The bill, said Hoekstra, is intended to stem the “slow erosion” of parents’ rights and to circumvent the effects of a United Nations treaty he believes “clearly undermines parental rights in the United States.”

The treaty to which he refers is the U.N. Convention on the Rights of the Child, a 20-year-old document signed by President Bill Clinton in 1995 but never ratified. The treaty sets international standards for government obligations to children in areas that range from protection from abuse and exploitation to ensuring a child’s right to free expression.

As Steve Benen notes:

The U.N. Convention on the Rights of the Child isn’t, or at least shouldn’t be, especially controversial. In fact, there are a grand total of two countries in the U.N. that have not ratified the treaty — Somalia and the United States. Both President Obama and Ambassador Susan Rice have stated publicly they’d like to see this change.

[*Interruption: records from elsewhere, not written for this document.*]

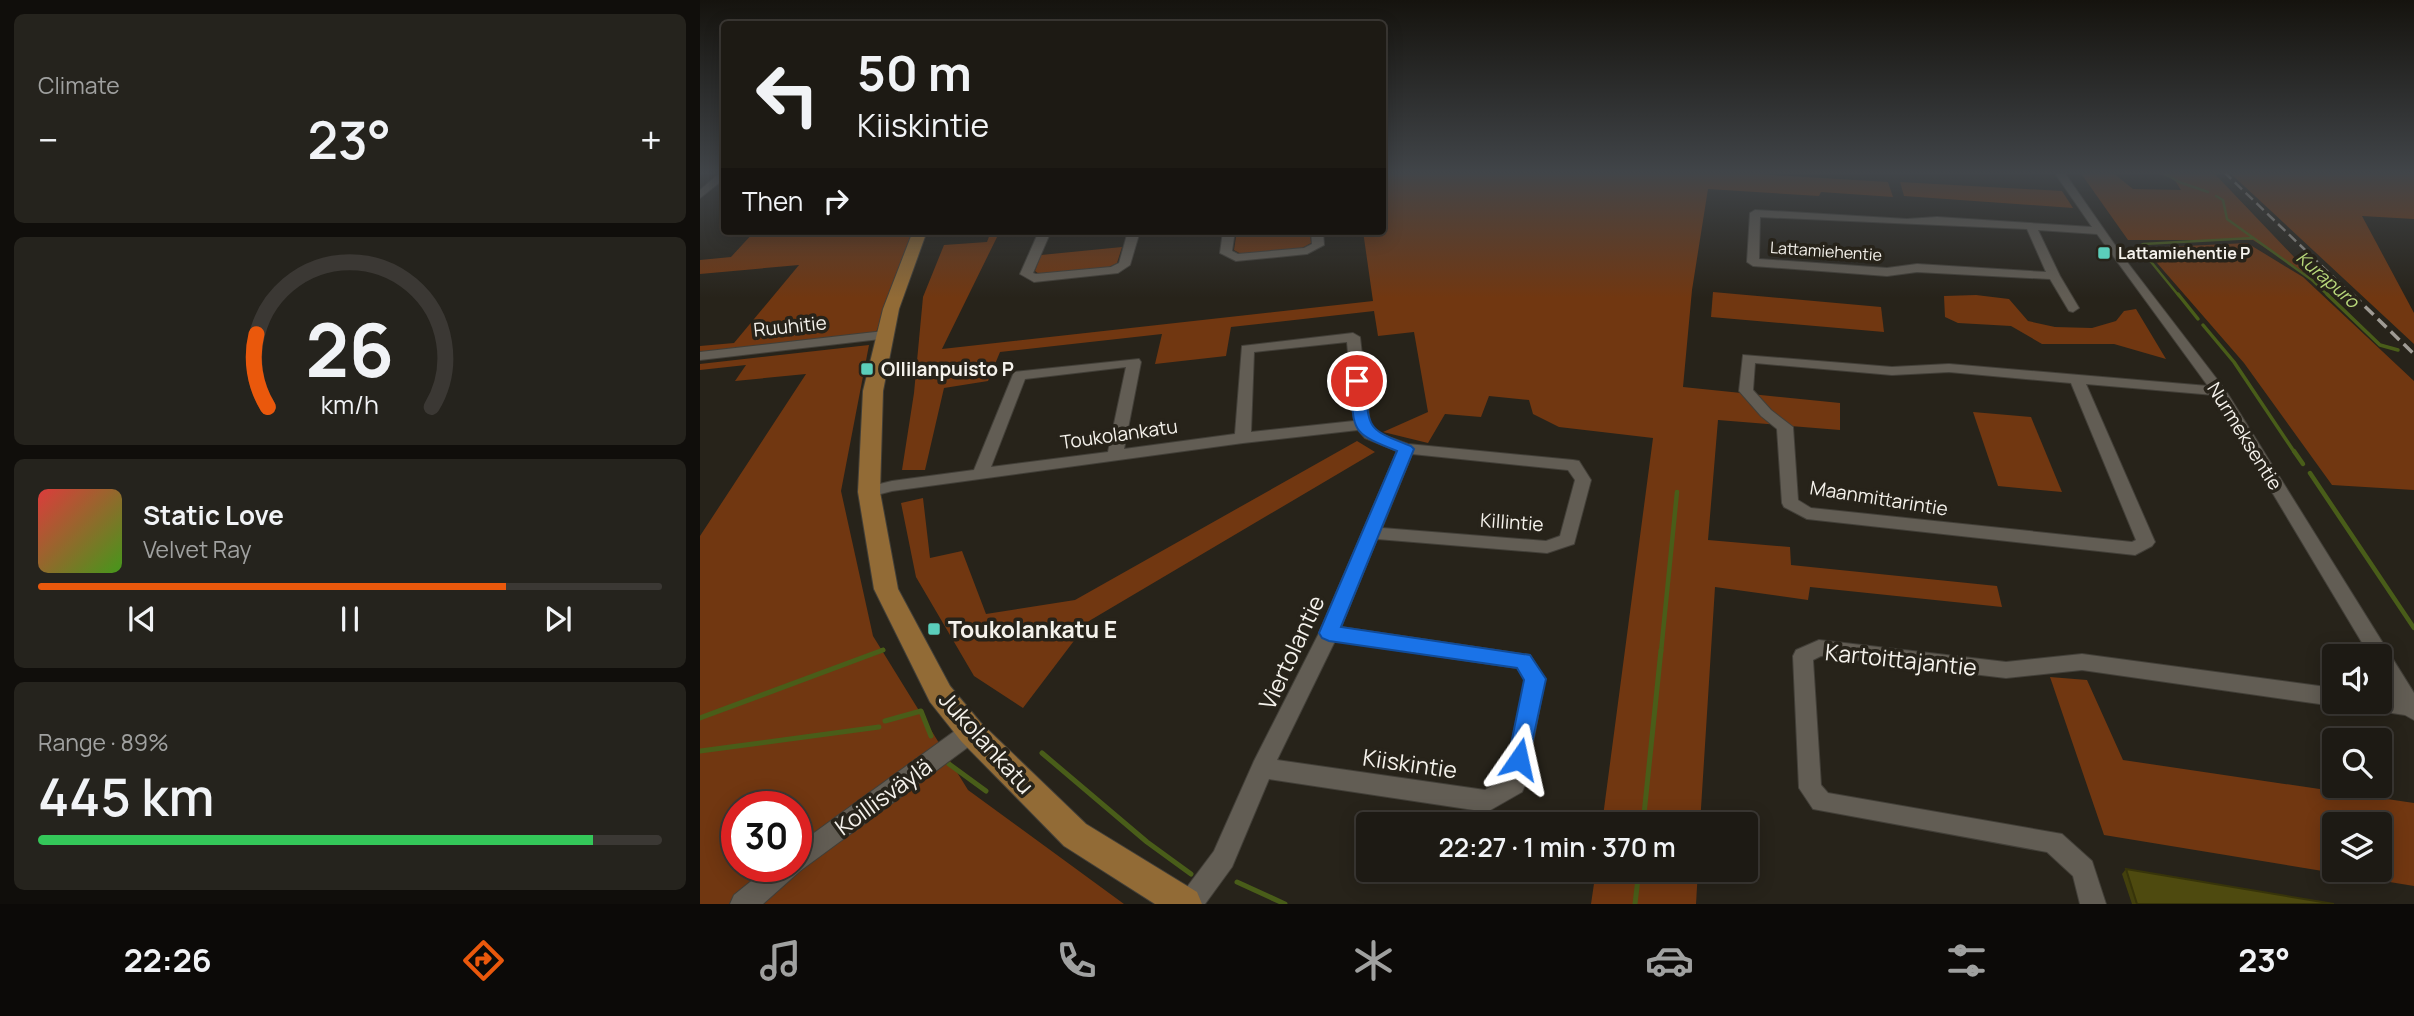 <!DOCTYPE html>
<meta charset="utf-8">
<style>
body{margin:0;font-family:Manrope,sans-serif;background:#25231d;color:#f1f3f6;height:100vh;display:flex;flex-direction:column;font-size:26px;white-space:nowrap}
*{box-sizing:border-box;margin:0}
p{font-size:23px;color:#a0a1a0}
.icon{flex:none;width:38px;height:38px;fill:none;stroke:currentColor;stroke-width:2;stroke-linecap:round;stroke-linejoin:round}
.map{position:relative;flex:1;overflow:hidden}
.drawer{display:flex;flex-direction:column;gap:14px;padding:14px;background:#100e0b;width:700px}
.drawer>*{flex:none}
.guide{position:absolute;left:21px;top:21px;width:665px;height:214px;border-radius:7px;box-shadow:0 4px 18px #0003,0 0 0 2px #3b3834;background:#1d1a14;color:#f1f3f6;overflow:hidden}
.controls{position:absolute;left:1622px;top:644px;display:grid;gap:14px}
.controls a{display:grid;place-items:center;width:70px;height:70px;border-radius:7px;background:#1d1a14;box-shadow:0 4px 18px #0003,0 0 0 2px #3b3834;font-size:35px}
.speed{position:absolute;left:21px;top:791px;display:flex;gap:14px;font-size:35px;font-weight:700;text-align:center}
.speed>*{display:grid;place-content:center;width:91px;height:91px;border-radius:50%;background:#1d1a14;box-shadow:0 4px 18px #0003,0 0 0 2px #3b3834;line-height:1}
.speed .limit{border:10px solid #d22;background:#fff;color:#111}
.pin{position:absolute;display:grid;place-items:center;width:60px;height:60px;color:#fff;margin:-30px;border:4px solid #fff;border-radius:50%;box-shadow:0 2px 7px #0007}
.me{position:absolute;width:77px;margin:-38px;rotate:11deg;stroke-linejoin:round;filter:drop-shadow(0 0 5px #0008)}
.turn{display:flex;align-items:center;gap:24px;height:147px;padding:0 21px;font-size:32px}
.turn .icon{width:91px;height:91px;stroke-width:2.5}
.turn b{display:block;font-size:49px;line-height:60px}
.then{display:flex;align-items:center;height:66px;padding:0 21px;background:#0003;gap:14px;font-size:26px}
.big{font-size:52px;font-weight:600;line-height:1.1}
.drawer .tile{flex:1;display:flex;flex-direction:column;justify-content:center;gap:10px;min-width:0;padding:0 24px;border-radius:10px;background:#25231d}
.drawer .dial{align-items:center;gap:0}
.dial svg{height:182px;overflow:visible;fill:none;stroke:#3b3834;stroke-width:7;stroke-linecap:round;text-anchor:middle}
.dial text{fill:#f1f3f6;stroke:none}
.song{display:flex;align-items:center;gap:21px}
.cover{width:84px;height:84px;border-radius:10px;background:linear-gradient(135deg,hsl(0 70% 55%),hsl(100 70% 35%))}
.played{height:7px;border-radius:4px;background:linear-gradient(90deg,#ea580c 75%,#3b3834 75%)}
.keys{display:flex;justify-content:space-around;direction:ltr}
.heat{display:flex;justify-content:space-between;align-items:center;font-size:38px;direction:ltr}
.charge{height:10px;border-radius:5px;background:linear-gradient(90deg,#34c759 89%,#3b3834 0)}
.trip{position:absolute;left:656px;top:812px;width:402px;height:70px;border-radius:7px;background:#1d1a14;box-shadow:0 4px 18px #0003,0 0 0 2px #3b3834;font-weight:600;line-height:70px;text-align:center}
.dock{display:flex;height:112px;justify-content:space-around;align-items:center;background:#0c0a08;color:#a0a1a0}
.dock .icon{width:49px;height:49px}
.dock .active{color:#ea580c}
.dock b{font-size:32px;color:#f1f3f6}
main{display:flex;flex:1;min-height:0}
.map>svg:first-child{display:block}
.green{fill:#713711;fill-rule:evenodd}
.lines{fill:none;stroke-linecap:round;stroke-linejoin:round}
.stream-far3{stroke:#495d19;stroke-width:2.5}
.stream-far2{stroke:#495d19;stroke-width:3.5}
.stream-far1{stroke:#495d19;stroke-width:4.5}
.stream{stroke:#495d19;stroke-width:5}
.minor-casing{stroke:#423f38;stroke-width:2}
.major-casing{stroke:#423f38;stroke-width:2}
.minor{fill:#625d54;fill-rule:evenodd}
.major{fill:#926b36;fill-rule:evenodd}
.rail-far1{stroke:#9f9b94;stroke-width:2.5;stroke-dasharray:10 5;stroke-linecap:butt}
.rail{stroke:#9f9b94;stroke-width:3.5;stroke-dasharray:12 6;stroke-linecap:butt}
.wall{fill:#43400d}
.building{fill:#4e4a0f;stroke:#37340a;stroke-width:2}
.route{fill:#1a73e8;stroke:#114b97;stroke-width:2}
.poi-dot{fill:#5bcebb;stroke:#27231a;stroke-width:2.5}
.labels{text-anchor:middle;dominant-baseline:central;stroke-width:7;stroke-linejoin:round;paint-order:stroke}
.far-street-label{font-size:16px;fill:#f5f2ec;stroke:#27231a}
.far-poi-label{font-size:16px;font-weight:bold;fill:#f5f2ec;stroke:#27231a;text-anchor:start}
.far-water-label{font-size:18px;font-style:italic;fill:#b8d87a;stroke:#27231a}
.street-label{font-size:19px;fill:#f5f2ec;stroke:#27231a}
.poi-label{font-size:19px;font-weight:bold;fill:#f5f2ec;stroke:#27231a;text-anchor:start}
.near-poi-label{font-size:23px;font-weight:bold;fill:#f5f2ec;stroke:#27231a;text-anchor:start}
.near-street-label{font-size:23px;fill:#f5f2ec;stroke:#27231a}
</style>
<main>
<section class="drawer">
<div class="tile"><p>Climate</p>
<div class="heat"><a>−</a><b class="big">23°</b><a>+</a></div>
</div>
<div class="tile dial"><svg viewBox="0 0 100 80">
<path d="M14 69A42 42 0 1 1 86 69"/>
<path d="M14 69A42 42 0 0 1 9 37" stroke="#ea580c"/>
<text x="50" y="56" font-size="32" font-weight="700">26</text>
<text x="50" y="72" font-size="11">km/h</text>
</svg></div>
<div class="tile">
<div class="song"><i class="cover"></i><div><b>Static Love</b><p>Velvet Ray</p></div></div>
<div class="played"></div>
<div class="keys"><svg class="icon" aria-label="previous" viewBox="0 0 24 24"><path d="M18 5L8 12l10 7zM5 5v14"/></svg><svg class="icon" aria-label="pause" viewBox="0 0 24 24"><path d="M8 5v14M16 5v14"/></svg><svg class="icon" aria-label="next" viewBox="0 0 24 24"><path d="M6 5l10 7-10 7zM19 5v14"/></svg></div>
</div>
<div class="tile"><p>Range · 89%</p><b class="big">445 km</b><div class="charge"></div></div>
</section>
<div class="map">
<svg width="1714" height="904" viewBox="0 0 1714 904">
<rect width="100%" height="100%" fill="#27231a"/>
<g class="green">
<polygon points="683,172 1024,172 1188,182 1193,197 1121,192 1119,196 1008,189 992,290 983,387 1140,403 1140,430 1018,420 1008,540 1090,547 1091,565 1297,586 1302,607 1110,587 1108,600 1015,587 1000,824 902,824 953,438 859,427 833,414 829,400 789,396 781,417 745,414 728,443 683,432 728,412 714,332 678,336 674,311 531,327 526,356 455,364 462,334 300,352 288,381 244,388 225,470 202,470 214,393 223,297 244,245 287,242 291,231 300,231 242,349 673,301 663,231 682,231"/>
<polygon points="1380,172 1412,172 1433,189 1481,190 1474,179 1454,172 1513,172 1616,280 1553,240 1428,240"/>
<polygon points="1529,172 1714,172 1714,219 1662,216 1714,313 1714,344"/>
<polygon points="1200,182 1362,191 1373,208 1204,196"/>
<polygon points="216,231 175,335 0,354 0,346 34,343 99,265 0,274 0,260 31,257 54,232"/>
<polygon points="610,231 611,243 602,248 541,254 534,250 536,237"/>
<polygon points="1547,243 1603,277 1714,381 1714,490 1632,485 1544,363 1444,248"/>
<polygon points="422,247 417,263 409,267 339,274 335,271 341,255"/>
<polygon points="1013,292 1181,307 1184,332 1011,317"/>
<polygon points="1276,295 1309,299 1328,321 1355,327 1392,328 1416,321 1424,311 1436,309 1466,359 1414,344 1342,344 1311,326 1258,323 1245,317 1244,296"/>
<path d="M169,345L141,491L173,636L268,790L424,904H0V536L106,374L35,381L46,365L0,370V364ZM37,807H96V866H37Z"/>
<polygon points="1273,412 1331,417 1362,492 1298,486"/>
<polygon points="657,441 675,452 389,621 323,708 274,676 216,577 201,503 223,498 230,558 262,551 286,614 375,600"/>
<path d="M1350,677L1387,680L1423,760L1714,803V886L1404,835ZM1634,824H1680V870H1634Z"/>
<polygon points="896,870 998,870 996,904 891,904"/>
</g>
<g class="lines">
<g class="stream-far3">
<polyline points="1462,172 1479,182 1508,192"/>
<polyline points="1516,196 1523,200 1527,219 1612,280 1629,296"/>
<polyline points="1438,247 1443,244 1553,238"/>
<polyline points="1443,252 1479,296"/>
</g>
<g class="stream-far2">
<polyline points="1478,294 1498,319"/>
<polyline points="1627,294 1680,345 1698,350"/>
<polyline points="1503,325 1534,362 1595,453"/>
</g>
<g class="stream-far1">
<polyline points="1594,451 1603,464"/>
<polyline points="1610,473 1714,628"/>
<polyline points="178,652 183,650"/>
<polyline points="961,652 977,492"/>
</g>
<g class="stream">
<polyline points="0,718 183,650"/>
<polyline points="185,721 221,711 231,736"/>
<polyline points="0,751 179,727"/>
<polyline points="342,753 447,842 491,874"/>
<polyline points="249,764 286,791"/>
<polyline points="943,824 961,650"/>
<polyline points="537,882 585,904"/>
<polyline points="935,904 939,870"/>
</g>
<defs>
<g id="minor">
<polygon points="21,172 24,172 24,179 0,198 0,190"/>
<path d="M1354,172H1364L1424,258L1526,391L1714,693V720L1705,715L1659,708L1656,702H1680V695L1694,696L1680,673V656H1670L1514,395L1386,384L1455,542L1452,546L1435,555L1107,519L1084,507L1082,503L1077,429L1061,416L1039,391L1043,355L1192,367L1249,364L1508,386L1397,234L1338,230L1360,276L1379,308L1373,312L1369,311L1350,279L1217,272L1187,276L1053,266L1047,262L1050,213L1055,210L1207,219L1237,217L1392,227ZM1060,217L1327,229L1346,272L1217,264L1187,268L1059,259ZM1055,363L1192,375L1249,372L1371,383L1436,540L1432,542L1111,508L1098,500L1093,427L1071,410L1053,390Z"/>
<polygon points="339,231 351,231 333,273 336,274 411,267 419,263 428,231 440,231 430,265 418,273 334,282 320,274"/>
<polygon points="523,231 535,231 532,251 538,254 604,248 612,244 611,231 623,231 624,245 607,254 536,261 520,253"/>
<polygon points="184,331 191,335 189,338 0,360 0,352"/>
<path d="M653,333L660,337L670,424L675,432L708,444L873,460L879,461L891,480L874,544L847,553L677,539L641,627L830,655L845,679L825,785L822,792L787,812L569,779L532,867L505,904H477L481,895L514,851L554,761L619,633L697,451L665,438L658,430L543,443L192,491L169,497L161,492L163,488L192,481L274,470L314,372L439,359L441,362L424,449L535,434L542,346ZM647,342L654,421L551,432L554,352ZM426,367L408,452L291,467L325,379ZM712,454L868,470L875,480L860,536L846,541L682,528ZM635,641L817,668L825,680L804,779L785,790L577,760Z"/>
<polygon points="1119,640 1306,662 1382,654 1634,688 1634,702 1642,702 1634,706 1382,670 1306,678 1121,656 1113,660 1121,785 1128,793 1362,834 1392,861 1406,904 1380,904 1373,876 1347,852 1113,809 1099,788 1093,656 1096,650"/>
<polygon points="271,723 279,725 282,732 279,739 100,871 63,904 30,904 34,895 70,866 96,866 96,846 263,725"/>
</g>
<polygon id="major" points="213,231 227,231 199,309 183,391 180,492 198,589 250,686 281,723 386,824 497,892 502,904 455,904 364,846 261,741 230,702 174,589 158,492 163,391 183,309"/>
</defs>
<use href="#minor" class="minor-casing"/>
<use href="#major" class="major-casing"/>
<use href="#minor" class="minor"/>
<use href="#major" class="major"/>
<polyline class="rail-far1" points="1524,172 1653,296"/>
<polyline class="rail" points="1652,294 1714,354"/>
</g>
<polygon class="wall" points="1426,869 1634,904 1432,904 1422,874"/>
<polygon class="building" points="1426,869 1634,904 1437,904"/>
<linearGradient id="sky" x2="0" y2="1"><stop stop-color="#15130e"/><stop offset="0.58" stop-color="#414549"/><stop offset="1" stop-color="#414549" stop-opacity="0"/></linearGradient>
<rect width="1714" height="298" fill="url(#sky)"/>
<path class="route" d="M657,377L664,381C670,430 665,428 711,446L714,449L641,627L830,655L846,679L827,766L819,768L811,766L808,759L824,680L817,668L629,641L622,638L619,633L697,451C648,432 655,431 650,381Z"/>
<g class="poi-dot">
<rect x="1397" y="246" width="14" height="14" rx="3.5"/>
<rect x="160" y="362" width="14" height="14" rx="3.5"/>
<rect x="227" y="622" width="14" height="14" rx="3.5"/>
</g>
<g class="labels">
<g class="far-street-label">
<text transform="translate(1126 251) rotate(4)">Lattamiehentie</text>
</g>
<g class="far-poi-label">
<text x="1418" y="253">Lattamiehentie P</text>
</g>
<g class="far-water-label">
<text transform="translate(1628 279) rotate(41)">Kurapuro</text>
</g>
<g class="street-label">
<text transform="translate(90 326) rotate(-6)">Ruuhitie</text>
<text transform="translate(419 434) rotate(-8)">Toukolankatu</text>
<text transform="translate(1545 436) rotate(58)">Nurmeksentie</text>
<text transform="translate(1179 498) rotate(9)">Maanmittarintie</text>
<text transform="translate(812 522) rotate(4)">Killintie</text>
</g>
<g class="poi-label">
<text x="181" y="369">Ollilanpuisto P</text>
</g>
<g class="near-poi-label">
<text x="248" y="629">Toukolankatu E</text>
</g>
<g class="near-street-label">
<text transform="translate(591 652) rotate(-65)">Viertolantie</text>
<text transform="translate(1201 659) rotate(6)">Kartoittajantie</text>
<text transform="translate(287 742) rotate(48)">Jukolankatu</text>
<text transform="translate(710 763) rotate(8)">Kiiskintie</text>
<text transform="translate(183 796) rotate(-36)">Koillisväylä</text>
</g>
</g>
</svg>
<div class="controls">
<a><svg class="icon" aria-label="sound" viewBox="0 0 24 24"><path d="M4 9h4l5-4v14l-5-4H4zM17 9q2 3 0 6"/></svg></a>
<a><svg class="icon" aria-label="search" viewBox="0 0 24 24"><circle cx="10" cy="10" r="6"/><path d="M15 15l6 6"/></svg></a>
<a><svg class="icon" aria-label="layers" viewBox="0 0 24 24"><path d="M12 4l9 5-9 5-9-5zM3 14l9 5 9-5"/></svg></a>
</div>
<div class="speed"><div class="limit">30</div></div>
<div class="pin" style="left:657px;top:381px;background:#d93025"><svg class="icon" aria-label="arrive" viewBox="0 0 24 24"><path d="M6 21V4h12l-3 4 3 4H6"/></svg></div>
<svg class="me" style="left:819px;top:759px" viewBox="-20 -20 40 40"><path d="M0-17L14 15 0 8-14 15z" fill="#1a73e8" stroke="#fff" stroke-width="4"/></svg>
<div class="trip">22:27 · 1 min · 370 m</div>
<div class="guide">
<div class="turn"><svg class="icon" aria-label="left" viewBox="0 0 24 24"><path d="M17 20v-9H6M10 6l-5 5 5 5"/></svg><div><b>50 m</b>Kiiskintie</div></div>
<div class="then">Then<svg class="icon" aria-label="right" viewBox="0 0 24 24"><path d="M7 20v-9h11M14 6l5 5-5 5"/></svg></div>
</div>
</div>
</main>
<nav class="dock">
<b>22:26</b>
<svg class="icon active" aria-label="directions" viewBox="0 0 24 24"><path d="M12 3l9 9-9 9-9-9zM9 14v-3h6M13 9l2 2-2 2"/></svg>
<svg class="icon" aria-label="music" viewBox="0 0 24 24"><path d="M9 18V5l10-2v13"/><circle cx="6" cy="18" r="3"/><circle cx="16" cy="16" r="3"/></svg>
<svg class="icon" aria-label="phone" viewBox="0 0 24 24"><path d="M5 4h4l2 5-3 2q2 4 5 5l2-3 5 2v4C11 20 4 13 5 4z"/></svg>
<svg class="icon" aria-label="climate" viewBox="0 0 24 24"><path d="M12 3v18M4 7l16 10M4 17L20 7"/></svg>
<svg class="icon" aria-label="car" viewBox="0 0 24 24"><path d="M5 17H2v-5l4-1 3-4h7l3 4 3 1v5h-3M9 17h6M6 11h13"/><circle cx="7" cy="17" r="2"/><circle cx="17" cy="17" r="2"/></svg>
<svg class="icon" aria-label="filters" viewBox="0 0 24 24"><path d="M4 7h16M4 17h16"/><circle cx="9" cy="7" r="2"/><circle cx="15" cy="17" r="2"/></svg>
<b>23°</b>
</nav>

But this, in turn, has only encouraged far-right Republican lawmakers and their allies to push a new constitutional amendment to protect “parental rights” from protections for children. One GOP activist, Michael Farris, who helped craft Hoekstra’s proposed constitutional amendment, said the right of parents to “administer reasonable spankings to their children” must be protected.

I am nonplussed. I thought the GOP leadership in was deathly afraid of us getting too distracted from the serious economic crisis we are facing, which they are totally, 100% super serious about addressing. I, for one, applaud the GOP (and our Somali brothers) for standing up for the right to belt your child, against every other member of the United Nations.